[[ DATASET RECORDS, beginning ]]

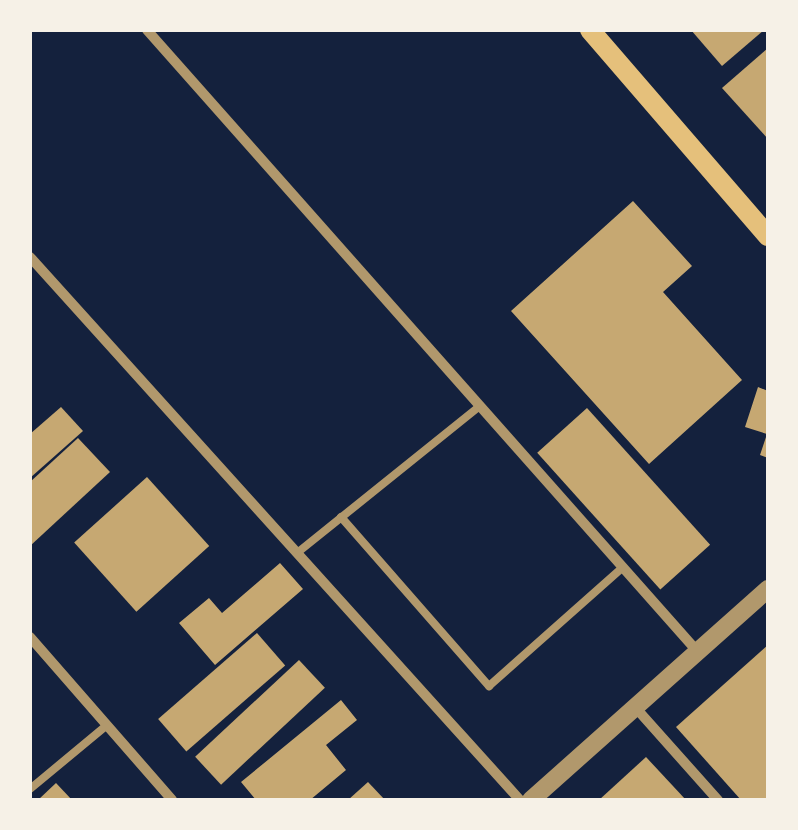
<!DOCTYPE html>
<style>
body{margin:0}
#map{position:relative;width:798px;height:830px;overflow:hidden;background:#14213d;font-family:Signika,sans-serif}
div>[style]{position:absolute}
[style*='--x']{left:calc(var(--x)*1px);top:calc(var(--y)*1px);width:calc(var(--w)*1px);rotate:calc(var(--a)*1deg)}
.building>*{inset:0;background:#c6a872;transform-origin:0 0}
.service>*{height:8px;margin:-4px;padding:0 4px;transform-origin:4px;border-radius:4px;background:#b1986c}
.minor>*{height:10px;margin:-5px;padding:0 5px;transform-origin:5px;border-radius:5px;background:#b1986c}
.tertiary>*{height:18px;margin:-9px;padding:0 9px;transform-origin:9px;border-radius:9px;background:#b1986c}
.secondary>*{height:20px;margin:-10px;padding:0 10px;transform-origin:10px;border-radius:10px;background:#e5c07b}
span{translate:-50% -50%;white-space:nowrap;text-align:center;line-height:1.15;-webkit-text-stroke:8px #f6f1e7;paint-order:stroke}
.frame{position:absolute;inset:0;border:32px solid #f6f1e7;pointer-events:none}
</style>
<div id="map">
<div class="building">
<div style="clip-path:polygon(691px 30px,764px 30px,722px 66px)"></div>
<div style="clip-path:polygon(768px 48px,768px 139px,722px 88px)"></div>
<div style="clip-path:polygon(633px 201px,692px 266px,663px 292px,742px 380px,649px 464px,511px 311px)"></div>
<div style="clip-path:polygon(758px 387px,768px 391px,768px 458px,760px 455px,767px 434px,745px 427px)"></div>
<div style="clip-path:polygon(61px 407px,83px 431px,30px 478px,30px 434px)"></div>
<div style="left:587px;top:408px;width:184px;height:67px;rotate:48deg"></div>
<div style="clip-path:polygon(78px 438px,110px 472px,30px 546px,30px 482px)"></div>
<div style="left:147px;top:477px;width:93px;height:98px;rotate:48deg"></div>
<div style="clip-path:polygon(280px 563px,303px 589px,215px 665px,179px 623px,209px 598px,222px 613px)"></div>
<div style="left:257px;top:633px;width:43px;height:131px;rotate:49deg"></div>
<div style="clip-path:polygon(768px 645px,768px 800px,741px 800px,676px 727px)"></div>
<div style="left:299px;top:660px;width:38px;height:142px;rotate:47deg"></div>
<div style="clip-path:polygon(341px 700px,357px 720px,326px 745px,346px 770px,310px 800px,256px 800px,241px 782px)"></div>
<div style="clip-path:polygon(646px 757px,686px 800px,599px 800px)"></div>
<div style="clip-path:polygon(368px 782px,385px 800px,348px 800px)"></div>
<div style="clip-path:polygon(56px 783px,72px 800px,38px 800px)"></div>
</div>
<div class="service">
<div style="--x:341;--y:517;--w:225;--a:48.8"></div>
<div style="--x:489;--y:686;--w:179;--a:-41.6"></div>
<div style="--x:297;--y:553;--w:235;--a:-38.8"></div>
<div style="--x:30;--y:789;--w:100;--a:-39.7"></div>
</div>
<div class="minor">
<div style="--x:147;--y:30;--w:830;--a:48.47"></div>
<div style="--x:30;--y:257;--w:731;--a:47.94"></div>
<div style="--x:30;--y:637;--w:216;--a:48.9"></div>
<div style="--x:635;--y:707;--w:125;--a:48.3"></div>
</div>
<div class="tertiary">
<div style="--x:531;--y:800;--w:317;--a:-41.7"></div>
</div>
<div class="secondary">
<div style="--x:590;--y:30;--w:272;--a:49.2"></div>
</div>
<div class="frame"></div>
</div>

[[ DATASET RECORDS, end ]]

# YOUR TASK:
Could you transcribe exactly the lines from the start of the records through the line containing "563px,303px 589px,215px 665px,179px", both ends included, leaving the pictures out?

# RESULT:
<!DOCTYPE html>
<style>
body{margin:0}
#map{position:relative;width:798px;height:830px;overflow:hidden;background:#14213d;font-family:Signika,sans-serif}
div>[style]{position:absolute}
[style*='--x']{left:calc(var(--x)*1px);top:calc(var(--y)*1px);width:calc(var(--w)*1px);rotate:calc(var(--a)*1deg)}
.building>*{inset:0;background:#c6a872;transform-origin:0 0}
.service>*{height:8px;margin:-4px;padding:0 4px;transform-origin:4px;border-radius:4px;background:#b1986c}
.minor>*{height:10px;margin:-5px;padding:0 5px;transform-origin:5px;border-radius:5px;background:#b1986c}
.tertiary>*{height:18px;margin:-9px;padding:0 9px;transform-origin:9px;border-radius:9px;background:#b1986c}
.secondary>*{height:20px;margin:-10px;padding:0 10px;transform-origin:10px;border-radius:10px;background:#e5c07b}
span{translate:-50% -50%;white-space:nowrap;text-align:center;line-height:1.15;-webkit-text-stroke:8px #f6f1e7;paint-order:stroke}
.frame{position:absolute;inset:0;border:32px solid #f6f1e7;pointer-events:none}
</style>
<div id="map">
<div class="building">
<div style="clip-path:polygon(691px 30px,764px 30px,722px 66px)"></div>
<div style="clip-path:polygon(768px 48px,768px 139px,722px 88px)"></div>
<div style="clip-path:polygon(633px 201px,692px 266px,663px 292px,742px 380px,649px 464px,511px 311px)"></div>
<div style="clip-path:polygon(758px 387px,768px 391px,768px 458px,760px 455px,767px 434px,745px 427px)"></div>
<div style="clip-path:polygon(61px 407px,83px 431px,30px 478px,30px 434px)"></div>
<div style="left:587px;top:408px;width:184px;height:67px;rotate:48deg"></div>
<div style="clip-path:polygon(78px 438px,110px 472px,30px 546px,30px 482px)"></div>
<div style="left:147px;top:477px;width:93px;height:98px;rotate:48deg"></div>
<div style="clip-path:polygon(280px 563px,303px 589px,215px 665px,179px 623px,209px 598px,222px 613px)"></div>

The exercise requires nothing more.